I am studying statistics (using SPSS) with OU but want to learn how to perform tests using R.
For dose-response analysis in stratified contingency tables, I want to reproduce using R the linear-by-linear association test of SPSS. I have managed to produce the same answers as SPSS using the attached code but I would like to find out how to format the dataframe in a way that allows me to use the mantelhaen.test() function from the R 'Stats' package.
library(tidyverse)
library(foreign)
library(vcdExtra) # for CMHtest
# import data from SPSS (CB1, Activity 4.1)
df.sav <- read.spss('O:/M249/SPSS/Data/Book1/smoking2.sav', use.value.labels = TRUE, to.data.frame = TRUE)
# Create contingency table
table.sav <- xtabs(count ~ dose + casecon, df.sav)
strata <- sort(unique(df.sav$dose))
# Pearson chi-squared test of association (Pearson Chi-Square in SPSS)
chi.stat <- unname(chisq.test(table.sav)$statistic)
chi.df <- unname(chisq.test(table.sav)$parameter)
chi.p <- unname(chisq.test(table.sav)$p.value)
# test of linear trend (Linear-by-Linear Association in SPSS)
lin_ass.stat <- CMHtest(table.sav, rscores = strata, types = "cor")$table[1]
lin_ass.df <- CMHtest(table.sav, rscores = strata, types = "cor")$table[2]
lin_ass.p <- CMHtest(table.sav, rscores = strata, types = "cor")$table[3]

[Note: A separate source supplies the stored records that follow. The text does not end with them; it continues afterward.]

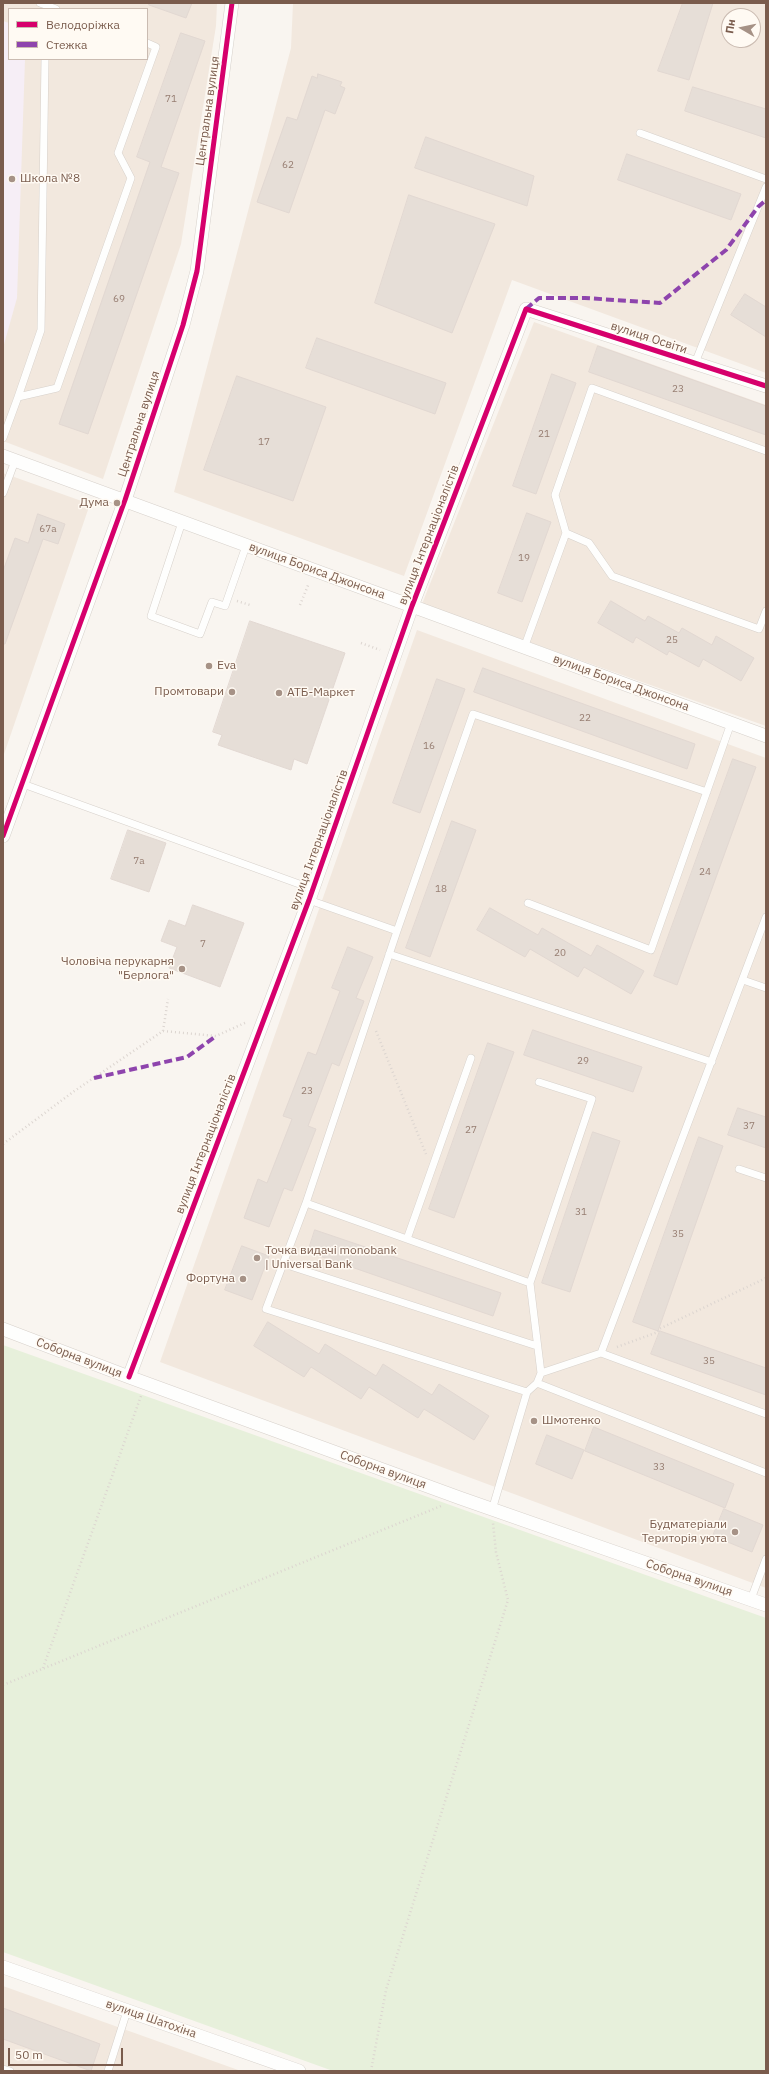 <!DOCTYPE html>
<html>
<head>
<meta charset="utf-8">
<style>
	body { margin:0 }
	#map { position:relative; width:769px; height:2074px; overflow:hidden; background:#f9f5f0; font-family:"IBM Plex Sans",sans-serif }
	canvas { display:block }
	.frame { position:absolute; inset:0; border:4px solid #7a5c4d; pointer-events:none }
	.legend { position:absolute; left:8px; top:8px; width:140px; height:52px; box-sizing:border-box; background:#fffaf3; border:1px solid #cabbb1; margin:0; padding:5px 7px; list-style:none; font-size:12px; color:#7a5c4d }
	.legend li { display:flex; align-items:center; gap:8px; height:20px }
	.legend b { width:20px; border:1px solid #cabbb1 }
	.north { position:absolute; left:721px; top:8px; width:40px; height:40px; box-sizing:border-box; background:#fffaf3; border:1px solid #cabbb1; border-radius:50%; rotate:279deg; font-size:11px; font-weight:700; line-height:16px; text-align:center; color:#7a5c4d }
	.north::after { content:''; display:block; margin:auto; width:14px; height:18px; background:#a69286; clip-path:polygon(50% 0,100% 100%,50% 72%,0 100%) }
	.scale { position:absolute; left:8px; top:2048px; width:115px; height:18px; box-sizing:border-box; border:2px solid #7a5c4d; border-top:0; padding-left:5px; font-size:12px; line-height:14px; white-space:nowrap; color:#7a5c4d; -webkit-text-stroke:3px #fffaf3; paint-order:stroke }
</style>
</head>
<body>
<div id="map">
<canvas width="769" height="2074"></canvas>
<div class="frame"></div>
<ul class="legend">
<li><b style="height:5px;background:#d6006c"></b>Велодоріжка</li>
<li><b style="height:5px;background:#8e44ad"></b>Стежка</li>
</ul>
<div class="north">Пн</div>
<div class="scale">50 m</div>
</div>
<script>
const c = document.querySelector('canvas').getContext('2d');
c.lineJoin = 'round';
function fill(path, color) {
  c.fillStyle = color;
  c.fill(path, 'evenodd');
}
function stroke(path, color, width, dash) {
  c.strokeStyle = color;
  c.lineWidth = width;
  c.lineCap = dash ? 'butt' : 'round';
  c.setLineDash(dash || []);
  c.stroke(path);
}
function drawText(font, color, halo, rows, align = 'center') {
  c.font = font + ' "IBM Plex Sans",sans-serif';
  c.lineWidth = 3;
  c.setLineDash([]);
  c.textBaseline = 'middle';
  c.strokeStyle = halo;
  c.fillStyle = color;
  for (const [text, x, y, turn = 0] of rows) {
    c.save();
    c.translate(x, y);
    c.rotate((+turn || 0) * Math.PI / 180);
    c.textAlign = isNaN(turn) ? turn : align;
    if (halo) c.strokeText(text, 0, 0);
    c.fillText(text, 0, 0);
    c.restore();
  }
}
const residential = new Path2D(`
	M3,3H217L216,26L181,244L103,479L3,441ZM9,9H147V59H9Z
	M293,3H766V373L512,280L404,576L174,492L291,48ZM729,16H753V40H729Z
	M534,322L766,405V726L422,604Z
	M3,473L90,504L3,757Z
	M417,630L766,758V1588L160,1362Z
	M3,1986L241,2071H3Z`);
const education = new Path2D(`
	M3,21L9,23V59H25L17,298L3,348Z`);
const green = new Path2D(`
	M3,1345L766,1618V2071H333L3,1952Z`);
const building = new Path2D(`
	M149,3H192L186,18L149,5Z
	M683,3H713L689,80L658,71Z
	M181,33L205,41L161,167L179,173L88,434L59,424L150,162L137,157Z
	M318,74L342,82L340,86L345,88L335,114L325,110L289,213L257,202L287,117L297,120L312,76L317,78Z
	M693,87L766,109V138L685,111Z
	M426,137L534,176L527,206L415,168Z
	M627,154L741,194L731,220L618,180Z
	M409,195L495,224L452,333L375,303Z
	M745,294L766,307V337L731,315Z
	M317,338L446,383L435,414L306,368Z
	M598,346L766,406V435L589,372Z
	M552,374L576,383L536,494L513,486Z
	M237,376L326,407L293,501L204,470Z
	M527,513L551,522L522,602L498,593Z
	M38,514L65,524L58,544L43,539L5,644H3V571L15,538L28,543Z
	M611,601L645,621L648,616L679,633L682,628L712,645L716,636L754,658L741,681L703,659L699,667L669,651L667,655L636,637L633,643L598,623Z
	M250,621L345,653L307,764L294,759L291,770L218,745L222,735L213,732Z
	M483,668L695,744L687,769L474,692Z
	M437,679L465,689L420,813L393,803Z
	M733,759L756,767L677,985L654,976Z
	M452,821L476,830L430,957L406,948Z
	M128,830L166,843L149,892L111,879Z
	M193,905L244,923L220,987L169,968L177,947L161,941L169,920L185,926Z
	M490,908L538,935L542,928L591,956L597,945L644,971L631,994L584,967L578,977L530,949L525,957L477,930Z
	M348,947L373,957L356,998L364,1001L339,1066L332,1063L308,1126L316,1129L292,1191L284,1188L269,1227L244,1218L258,1179L267,1183L292,1119L283,1116L308,1052L316,1055L340,991L332,988Z
	M533,1030L642,1067L633,1092L524,1055Z
	M488,1043L514,1052L454,1218L429,1209Z
	M738,1108L766,1117V1148L728,1135Z
	M593,1132L620,1141L570,1292L542,1283Z
	M699,1137L723,1146L658,1331L633,1322Z
	M315,1230L501,1293L493,1316L308,1252Z
	M242,1246L269,1256L252,1300L225,1290Z
	M268,1322L319,1354L325,1344L376,1376L383,1364L432,1395L439,1384L489,1416L474,1440L424,1409L418,1418L369,1387L361,1399L311,1367L304,1377L254,1346Z
	M660,1331L766,1368V1395L651,1354Z
	M594,1427L734,1484L725,1508L585,1451Z
	M547,1435L584,1450L572,1479L536,1464Z
	M724,1509L763,1525L752,1552L713,1536Z
	M3,2008L100,2044L91,2071L3,2039Z`);
const path = new Path2D(`
	M237,601L250,605
	M300,605L309,583
	M361,643L380,650
	M163,1031L216,1036L247,1022
	M376,1031L426,1154
	M3,1144L73,1092L163,1031L168,999
	M617,1347L658,1332L659,1329L766,1278
	M43,1668L141,1396
	M3,1685L441,1506
	M371,2071L386,1990L508,1600L496,1552L493,1523`);
const lane = new Path2D(`
	M40,3L56,9
	M640,133L766,179
	M695,363L766,187
	M18,397L41,330L45,59
	M3,438L18,397L57,388L131,178L118,153L156,47L147,43
	M766,451L592,388L555,495L566,533L589,543L612,576L759,629L766,611
	M3,493L15,461
	M182,522L151,616L200,634L212,602L225,606L246,546
	M524,648L566,533
	M23,784L313,889
	M309,900L397,931
	M528,903L651,950L731,723
	M389,954L712,1062
	M743,980L766,988
	M739,1169L766,1178
	M306,1203L530,1283
	M407,1239L471,1058
	M284,1264L537,1346
	M601,1353L766,917
	M541,1373L601,1353L766,1414
	M537,1383L766,1473
	M527,1392L266,1309L306,1203L397,931L473,714L707,792
	M492,1510L527,1392L537,1383L541,1373L530,1283L592,1099L539,1082
	M751,1599L766,1559
	M3,2069L10,2071
	M108,2071L127,2011`);
const street = new Path2D(`
	M3,456L766,736
	M3,836L125,500L183,325L197,271L232,3
	M3,1329L129,1377L460,1498L766,1605
	M129,1377L309,900L412,606L526,309L766,386
	M3,1967L299,2071`);
const quiet = new Path2D(`
	M526,309L539,298H585L660,303L726,250L758,207L766,200
	M94,1078L187,1057L216,1036`);
const cycleway = new Path2D(`
	M3,836L125,500L183,325L197,271L232,3
	M129,1377L309,900L412,606L526,309L766,386`);
const markers = [
	[12,179,4,"#a69286"],
	[117,503,4,"#a69286"],
	[209,666,4,"#a69286"],
	[232,692,4,"#a69286"],
	[279,693,4,"#a69286"],
	[182,969,4,"#a69286"],
	[257,1258,4,"#a69286"],
	[243,1279,4,"#a69286"],
	[534,1421,4,"#a69286"],
	[735,1532,4,"#a69286"]
];
const numberNames = [
	["71",171,99],
	["62",288,165],
	["69",119,299],
	["23",678,389],
	["21",544,434],
	["17",264,442],
	["67а",48,529],
	["19",524,558],
	["25",672,640],
	["22",585,718],
	["16",429,746],
	["7а",139,861],
	["24",705,872],
	["18",441,889],
	["7",203,944],
	["20",560,953],
	["29",583,1061],
	["23",307,1091],
	["37",749,1126],
	["27",471,1130],
	["31",581,1212],
	["35",678,1234],
	["35",709,1361],
	["33",659,1467]
];
const streetNames = [
	["Центральна вулиця",208,111,-82],
	["вулиця Освіти",649,338,18],
	["Центральна вулиця",139,424,-72],
	["вулиця Інтернаціоналістів",429,535,-69],
	["вулиця Бориса Джонсона",317,571,20],
	["вулиця Бориса Джонсона",621,683,20],
	["вулиця Інтернаціоналістів",319,840,-70],
	["вулиця Інтернаціоналістів",206,1144,-69],
	["Соборна вулиця",79,1358,21],
	["Соборна вулиця",383,1470,20],
	["Соборна вулиця",689,1578,19],
	["вулиця Шатохіна",151,2019,19]
];
const poiNames = [
	["Школа №8",20,179],
	["Дума",109,503,"right"],
	["Eva",217,666],
	["Промтовари",224,692,"right"],
	["АТБ-Маркет",287,693],
	["Чоловіча перукарня",174,962,"right"],
	["\"Берлога\"",174,976,"right"],
	["Точка видачі monobank",265,1251],
	["| Universal Bank",265,1265],
	["Фортуна",235,1279,"right"],
	["Шмотенко",542,1421],
	["Будматеріали",727,1525,"right"],
	["Територія уюта",727,1539,"right"]
];
fill(residential, '#f2e8de');
fill(education, '#f6eef6');
fill(green, '#e7f0db');
fill(building, '#e6ded7');
stroke(building, '#e2d8d2', 1);
stroke(lane, '#d7d1cb', 8);
stroke(street, '#d7d1cb', 14);
stroke(path, '#dcd5d0', 2.5, [1, 3]);
stroke(lane, '#fefefd', 7);
stroke(street, '#fefefd', 13);
stroke(quiet, '#8e44ad', 4, [8, 4]);
stroke(cycleway, '#d6006c', 5);
for (const [x, y, r, color] of markers) {
  const dot = new Path2D();
  dot.arc(x, y, r, 0, 2 * Math.PI);
  c.fillStyle = color;
  c.fill(dot);
  stroke(dot, '#fffaf3', 1.5);
}
drawText('10px', '#977e72', null, numberNames);
drawText('12px', '#7a5c4d', '#fffaf3', streetNames);
drawText('12px', '#7a5c4d', '#fffaf3', poiNames, 'left');
</script>
</body>
</html>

This is the dataframe imported from SPSS:
> df.sav
count dose casecon
1 32 50.0 Cases: Died of lung cancer
2 13 50.0 Controls
3 136 37.0 Cases: Died of lung cancer
4 71 37.0 Controls
5 196 19.5 Cases: Died of lung cancer
6 190 19.5 Controls
7 250 9.5 Cases: Died of lung cancer
8 293 9.5 Controls
9 35 2.0 Cases: Died of lung cancer
10 82 2.0 Controls
My 'lin_ass.stat' produces the same value as Linear-by-Linear Association in SPSS but I would like to run a similar analysis using the R/Stats function 'mantelhaen.test()'. However, I cannot work out how to produce a 'table.sav' in the correct format to use with 'mantelhaen.test()'. I thought that I was getting close with Arranging a 3 dimensional contingency table in R in order to run a Cochran-Mantel-Haenszel analysis? but my dataframe already has an aggregated 'count' field. If I use my current 'table.sav', I get an error:
mantelhaen.test(table.sav)
Error in mantelhaen.test(table.sav) : 'x' must be a 3-dimensional array
How should I prepare a tablefrom my dataframe that I can present to 'mantelhaen.test()'?